In Southern England, you may spot a wall or green lizard - non-native species likely introduced to the area.

Do lizards hibernate?

Why are lizards are not seen in winter? Lizards brumate, similar to how mammals hibernate. In brumation, lizards breathing, digestion, and heart rate slow; they stop eating and go into suspended animation. Unlike hibernating mammals, brumating lizards stir to find water.

Which lizard has no legs?

Worldwide, there are over 200 different species of legless lizards.

In the UK, we have an awesome example, the slow worm. They are sometimes mistaken for snakes, but slow-worms have eyelids and ear holes. Slow worms can live past 20 and grow to half a meter. Their poo is so smelly that it is used as a defence to deter predators. Despite their name, slow worms actually aren't slow.

Can lizards see in the dark?

Most lizards are diurnal and don't see well in the night.

However, nocturnal species are specially adapted to see in the dark. Some have elliptical pupils, allowing more light in the eye, while others have unique cones that enable the creature to see colours in darkness.

What are a group of lizards called?

A lounge.

Which lizards are poisonous?

None - there are no known poisonous lizards.

There is a small number of venomous lizards. Historically, it was suspected that only two species produce venom - the Gila monster and the Mexican beaded lizard. Both produce neurotoxins released in small doses during biting - extremely effective to small prey, but most human bites have not been severe.

Scientists have discovered that monitor lizards and iguanas also have venom glands. Take the Komodo dragon, for example; their killing power was thought to be in their bacteria-filled saliva. However, we now know this is part of a two-prong attack; when the Komodo dragon's bite, they also release anticoagulant venom.

Can lizards swim?

Many lizards can swim, but some are better suited than others. Particular adaptations such as webbed feet, strong legs and the ability to use their tail as a propeller or breathe underwater help aquatic and semi-aquatic species hunt, swim and escape predators.

The marine iguana is the only ocean-dwelling lizard. It feeds on algae and can hold its breath for 30 minutes.

Even some non-aquatic lizards can swim short distances to escape predators.

Bonus Fact: Due to their big feet, the green basilisk can even run on the water's surface for short distances.

Which lizard changes colour?

If you asked someone to think of a lizard that changes colour, chances are they will name the chameleon. Chameleons have cells called iridophores that reflect light; to change colour, the nanocrystals in the iridophores adjust to reflect different light wavelengths.
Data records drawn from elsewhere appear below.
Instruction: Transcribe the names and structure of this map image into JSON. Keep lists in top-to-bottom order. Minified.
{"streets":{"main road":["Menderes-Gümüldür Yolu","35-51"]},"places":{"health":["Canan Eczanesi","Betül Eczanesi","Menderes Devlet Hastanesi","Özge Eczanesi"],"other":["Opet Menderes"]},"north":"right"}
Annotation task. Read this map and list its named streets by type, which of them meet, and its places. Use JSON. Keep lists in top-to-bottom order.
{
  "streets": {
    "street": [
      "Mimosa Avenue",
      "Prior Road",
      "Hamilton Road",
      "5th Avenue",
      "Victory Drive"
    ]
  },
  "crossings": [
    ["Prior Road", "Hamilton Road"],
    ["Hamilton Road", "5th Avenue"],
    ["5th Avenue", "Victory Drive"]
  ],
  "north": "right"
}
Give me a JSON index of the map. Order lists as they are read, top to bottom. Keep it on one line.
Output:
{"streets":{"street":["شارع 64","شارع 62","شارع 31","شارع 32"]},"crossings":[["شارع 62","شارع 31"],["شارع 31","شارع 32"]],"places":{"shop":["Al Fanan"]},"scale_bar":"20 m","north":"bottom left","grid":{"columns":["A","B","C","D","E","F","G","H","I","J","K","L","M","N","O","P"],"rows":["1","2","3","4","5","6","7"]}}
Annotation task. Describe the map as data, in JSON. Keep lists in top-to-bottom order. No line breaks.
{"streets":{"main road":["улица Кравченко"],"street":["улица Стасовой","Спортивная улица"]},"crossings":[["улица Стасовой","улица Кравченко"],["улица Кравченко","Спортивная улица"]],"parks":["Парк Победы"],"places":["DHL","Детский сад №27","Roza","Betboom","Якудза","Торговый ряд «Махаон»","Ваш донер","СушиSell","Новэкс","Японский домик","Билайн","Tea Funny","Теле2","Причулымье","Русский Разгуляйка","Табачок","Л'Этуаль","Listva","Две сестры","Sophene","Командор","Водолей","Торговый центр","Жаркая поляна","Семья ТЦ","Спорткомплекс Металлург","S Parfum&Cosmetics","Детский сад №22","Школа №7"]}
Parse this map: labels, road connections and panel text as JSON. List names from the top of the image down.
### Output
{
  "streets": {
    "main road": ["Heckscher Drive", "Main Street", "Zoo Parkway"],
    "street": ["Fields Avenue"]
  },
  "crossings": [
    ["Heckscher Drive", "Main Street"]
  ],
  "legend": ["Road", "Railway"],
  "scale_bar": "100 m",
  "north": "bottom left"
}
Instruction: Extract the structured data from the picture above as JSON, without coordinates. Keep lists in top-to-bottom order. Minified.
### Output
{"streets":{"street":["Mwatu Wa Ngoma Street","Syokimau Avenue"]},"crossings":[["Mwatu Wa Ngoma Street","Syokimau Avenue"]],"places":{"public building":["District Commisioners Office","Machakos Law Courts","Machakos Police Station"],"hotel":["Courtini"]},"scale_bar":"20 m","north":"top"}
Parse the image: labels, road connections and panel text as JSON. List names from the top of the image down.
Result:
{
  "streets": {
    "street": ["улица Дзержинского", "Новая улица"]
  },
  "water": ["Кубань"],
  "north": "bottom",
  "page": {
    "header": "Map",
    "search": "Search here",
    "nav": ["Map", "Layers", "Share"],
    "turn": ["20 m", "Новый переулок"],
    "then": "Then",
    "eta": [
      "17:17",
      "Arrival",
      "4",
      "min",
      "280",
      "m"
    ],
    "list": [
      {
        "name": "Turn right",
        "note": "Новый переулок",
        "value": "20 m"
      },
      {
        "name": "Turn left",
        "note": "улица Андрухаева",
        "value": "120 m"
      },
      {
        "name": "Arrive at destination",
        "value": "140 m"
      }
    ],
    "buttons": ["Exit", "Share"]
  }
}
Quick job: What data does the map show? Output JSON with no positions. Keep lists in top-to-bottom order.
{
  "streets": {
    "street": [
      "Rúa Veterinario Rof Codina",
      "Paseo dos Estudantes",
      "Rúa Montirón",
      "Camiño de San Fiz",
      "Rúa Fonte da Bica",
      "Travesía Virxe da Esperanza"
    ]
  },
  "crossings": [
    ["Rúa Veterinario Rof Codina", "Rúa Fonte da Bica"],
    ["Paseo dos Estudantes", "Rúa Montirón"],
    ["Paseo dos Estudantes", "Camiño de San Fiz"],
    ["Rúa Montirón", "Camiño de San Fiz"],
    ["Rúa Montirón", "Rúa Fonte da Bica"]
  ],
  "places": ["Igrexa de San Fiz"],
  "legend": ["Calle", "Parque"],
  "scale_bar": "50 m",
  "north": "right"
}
However, chameleons aren't the only lizards that can change colour. Bearded dragons can control their temperature and communicate by adjusting their colour. Some species of gecko can change colour for camouflage. Green anoles change from green to brown; scientists are still studying why.

How do lizards walk on walls?

Lots of geckos have sticky toes that help them climb on almost all surfaces! What makes them stick is hundreds of thousands of 'hairs' called setae. The vast surface area of these hairs allows for Van Der Waals forces, the static forces between molecules, to kick in and allow the lizard to climb on all surfaces.

Do lizards lay eggs?

Most lizards do lay eggs but a small percentage are ovoviviparous and live birth.